The decisions of our sibling states on the question before us are divided. The majority of those jurisdictions have held, however, that a cause of action does not accrue until the plaintiff has discovered or should have discovered the identity of the tortfeasor. See, e.g., Siragusa v. Brown, 114 Nev. 1384, 1393-94, 971 P.2d 801 (1998) ("trier of fact must determine whether [plaintiff's] discovery of [defendant's] involvement was delayed due to her alleged attempts to conceal her role and whether [plaintiff] could have, nonetheless, discovered her identity earlier through diligent inquiry"); Adams v. Oregon State Police, 289 Or. 233, 239, 611 P.2d 1153 (1980) (statute of limitations "does not commence to run until plaintiff has a reasonable opportunity to discover his injury and the identity of the party responsible for that injury" [emphasis added]); Wyatt v. A-Best, Co., 910 S.W.2d 851, 855 (Tenn.1995) ("breach of a legally cognizable duty occurs when plaintiff discovers or `reasonably should have discovered, (1) the occasion, the manner and means by which a breach of duty occurred that produced ... injury; and (2) the identity of the defendant who breached the duty'" [emphasis added]); Spitler v. Dean, 148 Wis.2d 630, 636, 436 N.W.2d 308 (1989) (plaintiff's "cause of action did not accrue until [he] knew the identity of the defendant, or in the exercise of reasonable diligence, should have discovered the identity of the defendant" [emphasis added]).5

We agree with the Appellate Court and the majority of our sibling jurisdictions that there is no principled reason to distinguish between, on the one hand, the discovery of a breach of duty or the discovery of a causal connection between the breach of duty and the injury and, on the other hand, the discovery of the identity of the tortfeasor, for purposes of the actionable harm doctrine. First, the very phrase "actionable harm" suggests that knowledge of the identity of the tortfeasor is one of its elements. The defendant makes no claim that an injury is "actionable," i.e., that an action may be brought, when a specific defendant has not been identified.6 See Lagassey v.

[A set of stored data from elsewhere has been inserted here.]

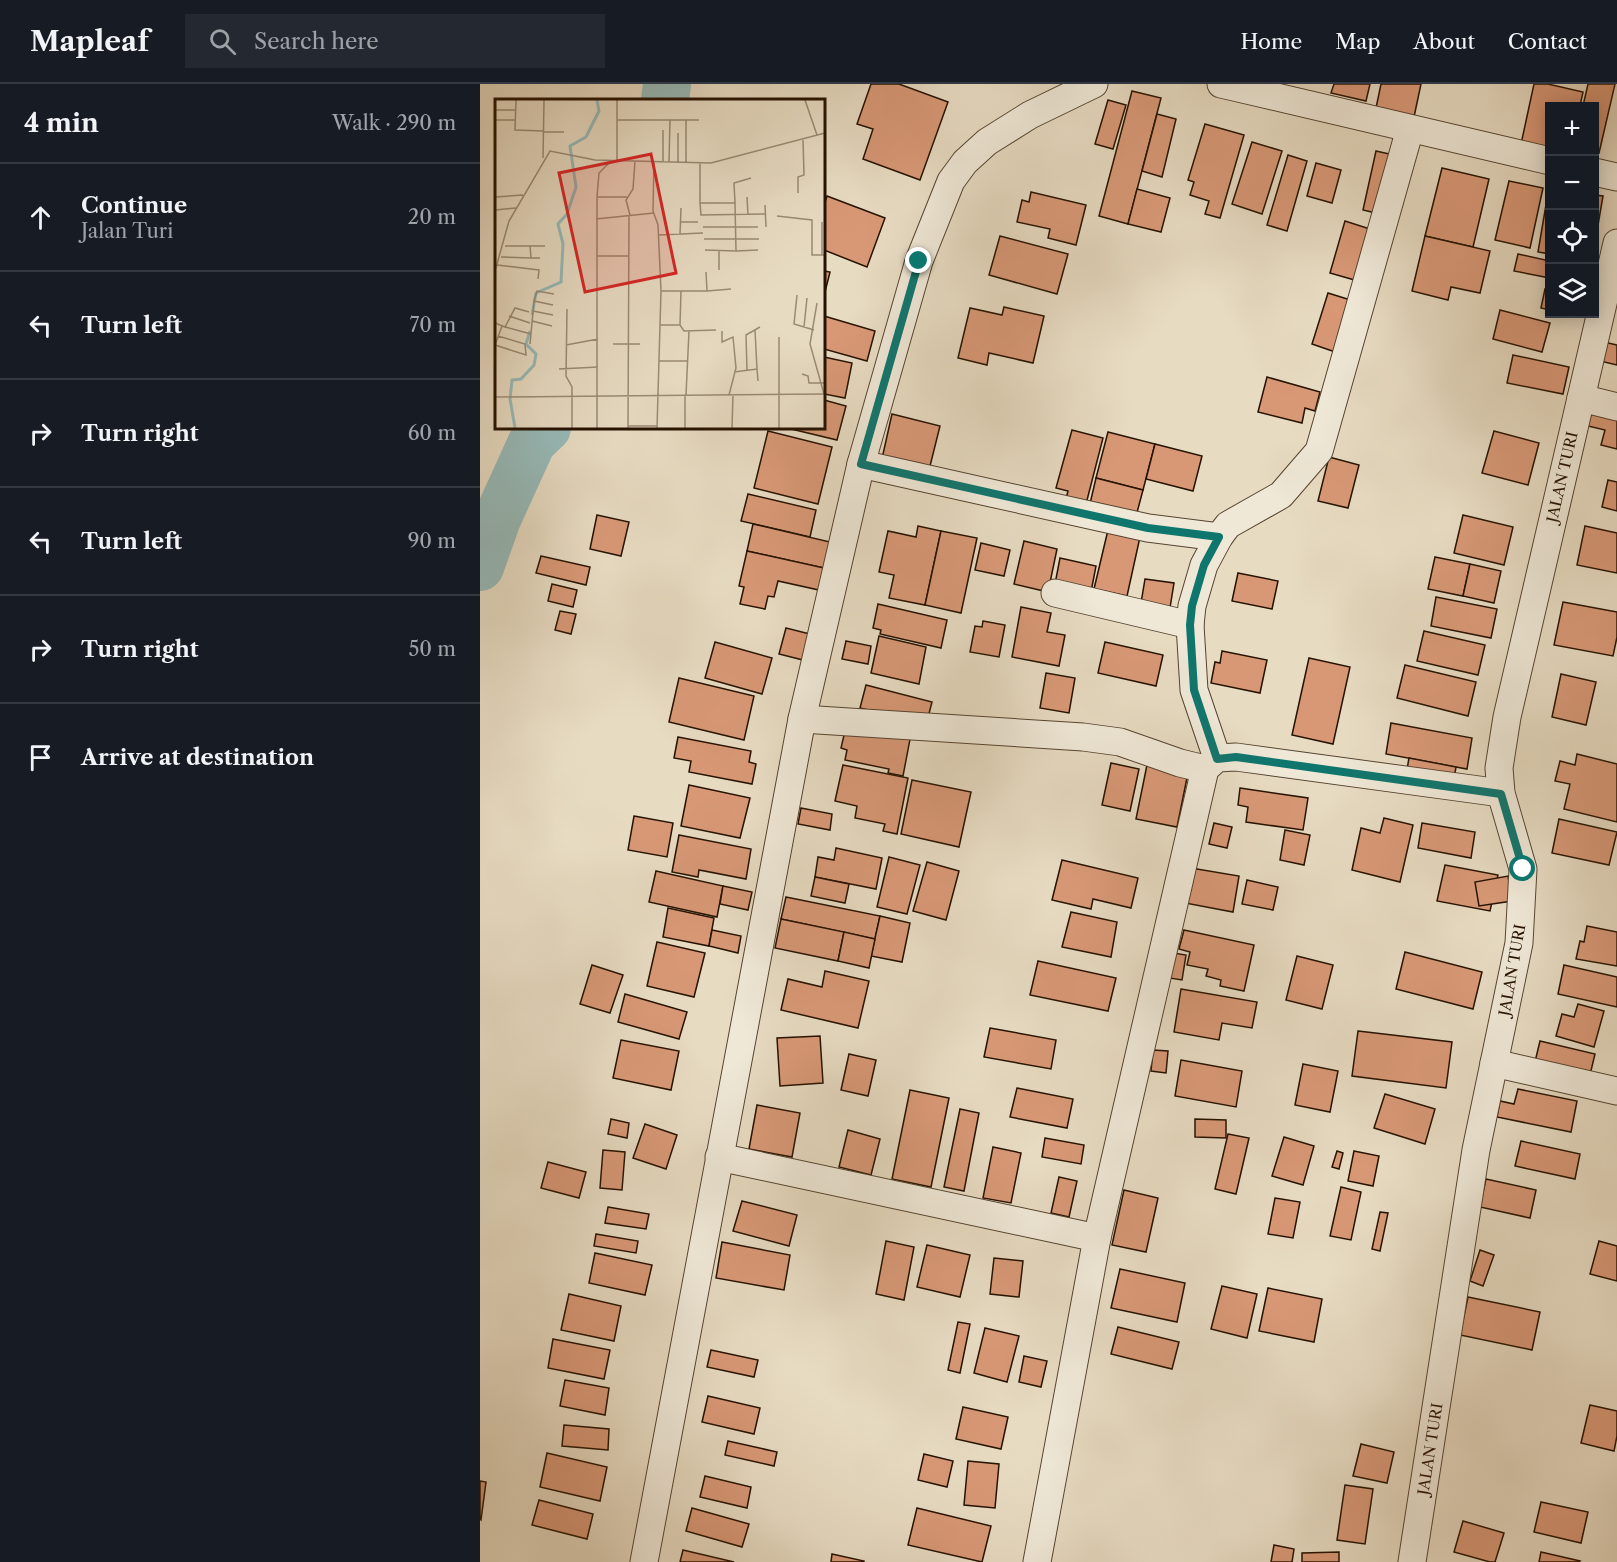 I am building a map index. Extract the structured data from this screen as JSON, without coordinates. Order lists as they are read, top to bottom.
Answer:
{
  "streets": {
    "street": ["JALAN TURI"]
  },
  "page": {
    "header": "Mapleaf",
    "search": "Search here",
    "nav": [
      "Home",
      "Map",
      "About",
      "Contact"
    ],
    "heading": ["4 min", "Walk · 290 m"],
    "map_buttons": ["+", "−"],
    "list": [
      ["Continue", "Jalan Turi", "20 m"],
      ["Turn left", "70 m"],
      ["Turn right", "60 m"],
      ["Turn left", "90 m"],
      ["Turn right", "50 m"],
      "Arrive at destination"
    ]
  }
} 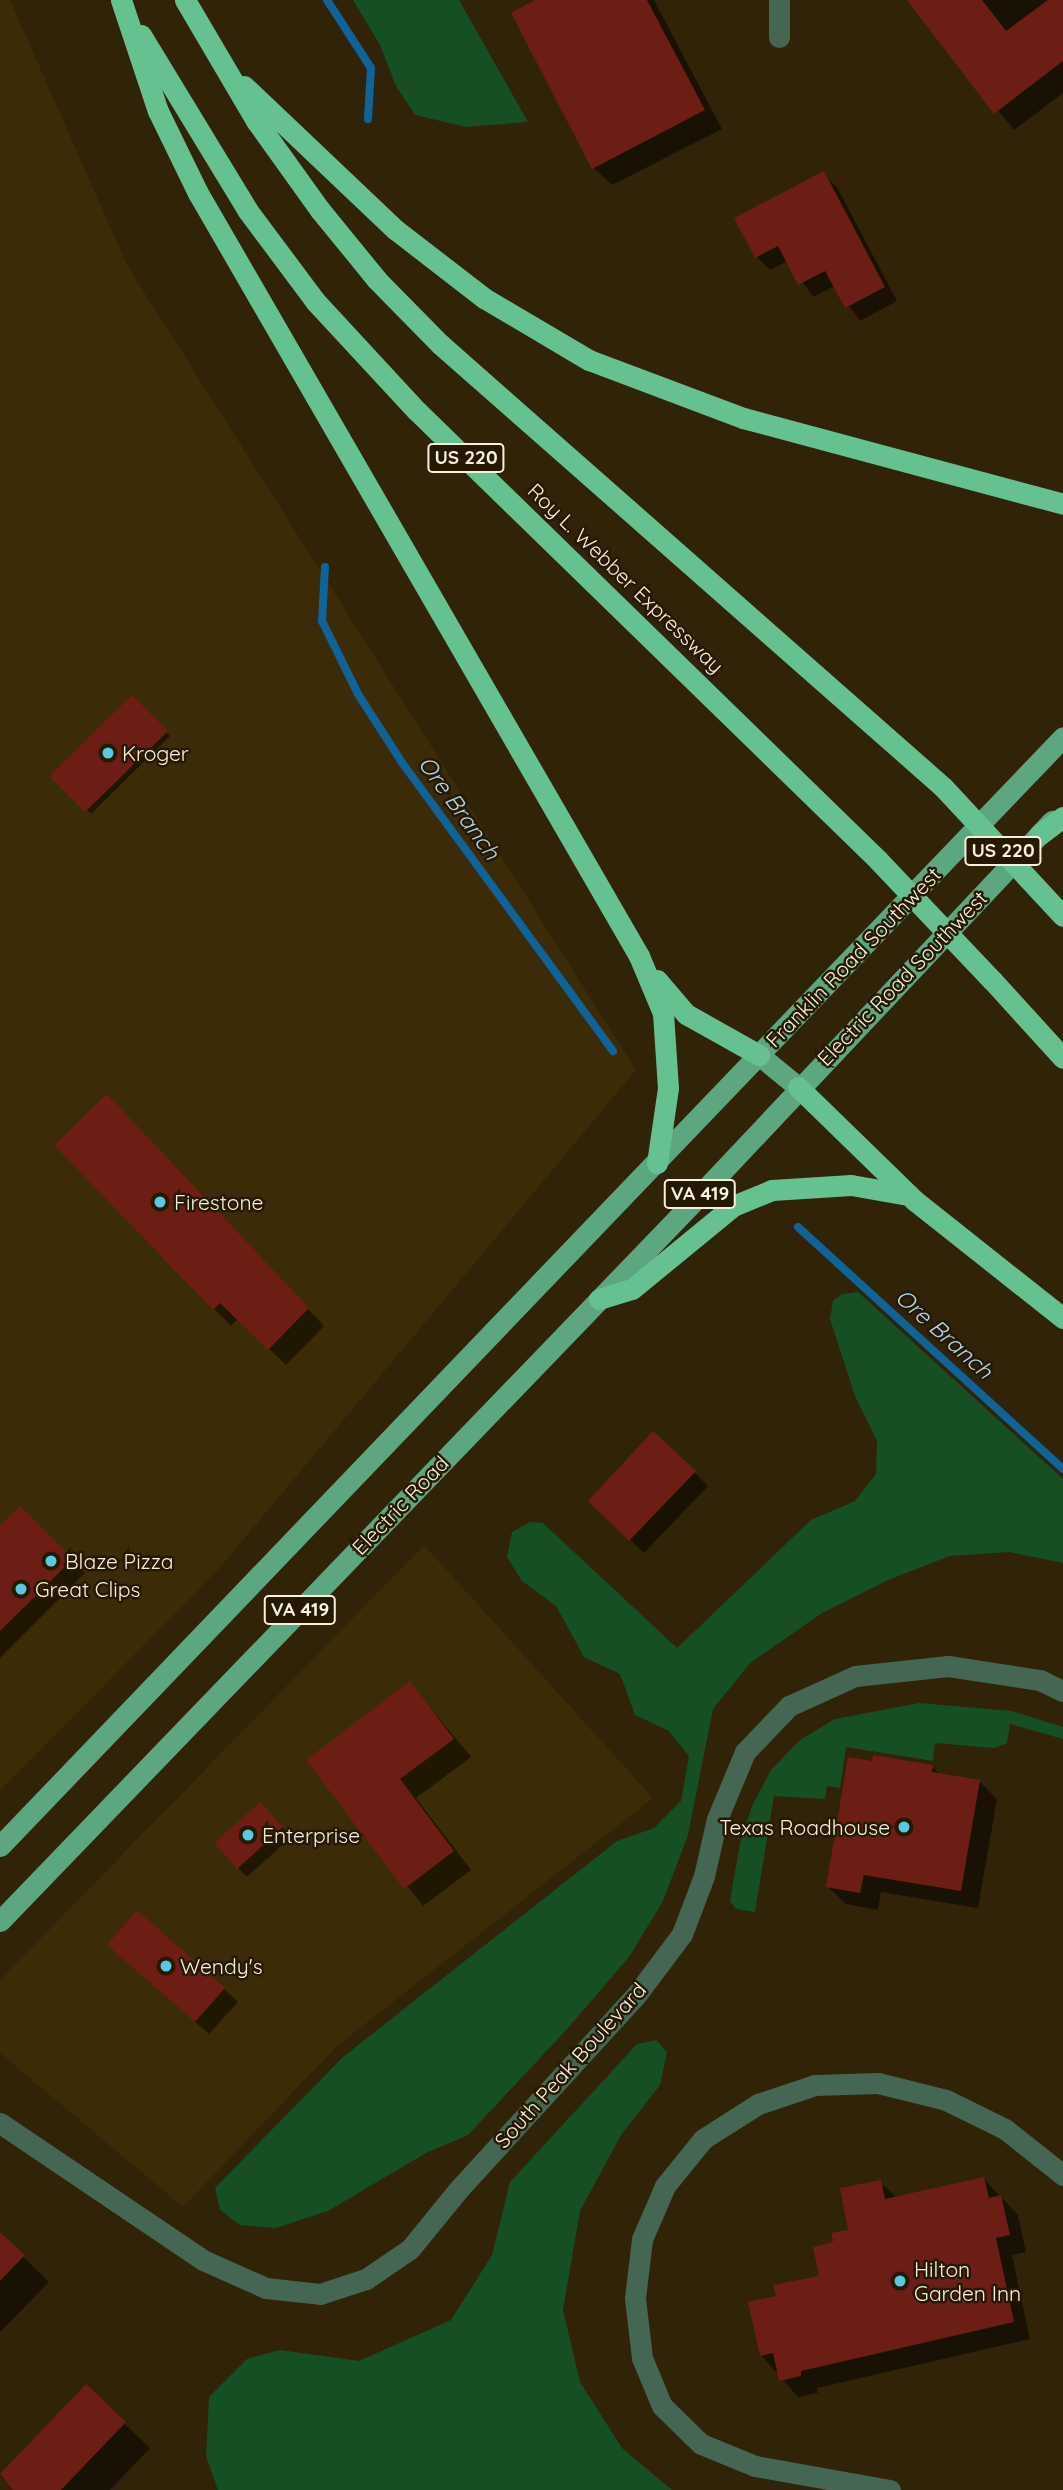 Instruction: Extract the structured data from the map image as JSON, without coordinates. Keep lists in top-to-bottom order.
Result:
{
  "streets": {
    "highway": ["US 220", "Roy L. Webber Expressway"],
    "main road": [
      "Franklin Road Southwest",
      "Electric Road Southwest",
      "VA 419",
      "Electric Road"
    ],
    "street": ["South Peak Boulevard"]
  },
  "crossings": [
    ["Franklin Road Southwest", "VA 419"],
    ["Electric Road Southwest", "Electric Road"]
  ],
  "water": ["Ore Branch"],
  "places": [
    "Kroger",
    "Firestone",
    "Blaze Pizza",
    "Great Clips",
    "Texas Roadhouse",
    "Enterprise",
    "Wendy's",
    "Hilton Garden Inn"
  ]
}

State, supra, 268 Conn. at 743, 846 A.2d 831 ("the limitation period in § 52-584 does not begin to run until a plaintiff has knowledge or in the exercise of reasonable care should have had knowledge of sufficient facts to bring a cause of action against a defendant").

We note that General Statutes § 52-45a provides that "[c]ivil actions shall be commenced by legal process consisting of a writ of summons or attachment, describing the parties ...." (Emphasis added.) Unlike some jurisdictions, Connecticut has no statutory provision for suing an unidentified "John Doe" defendant.7 In any event, a plaintiff who has incurred...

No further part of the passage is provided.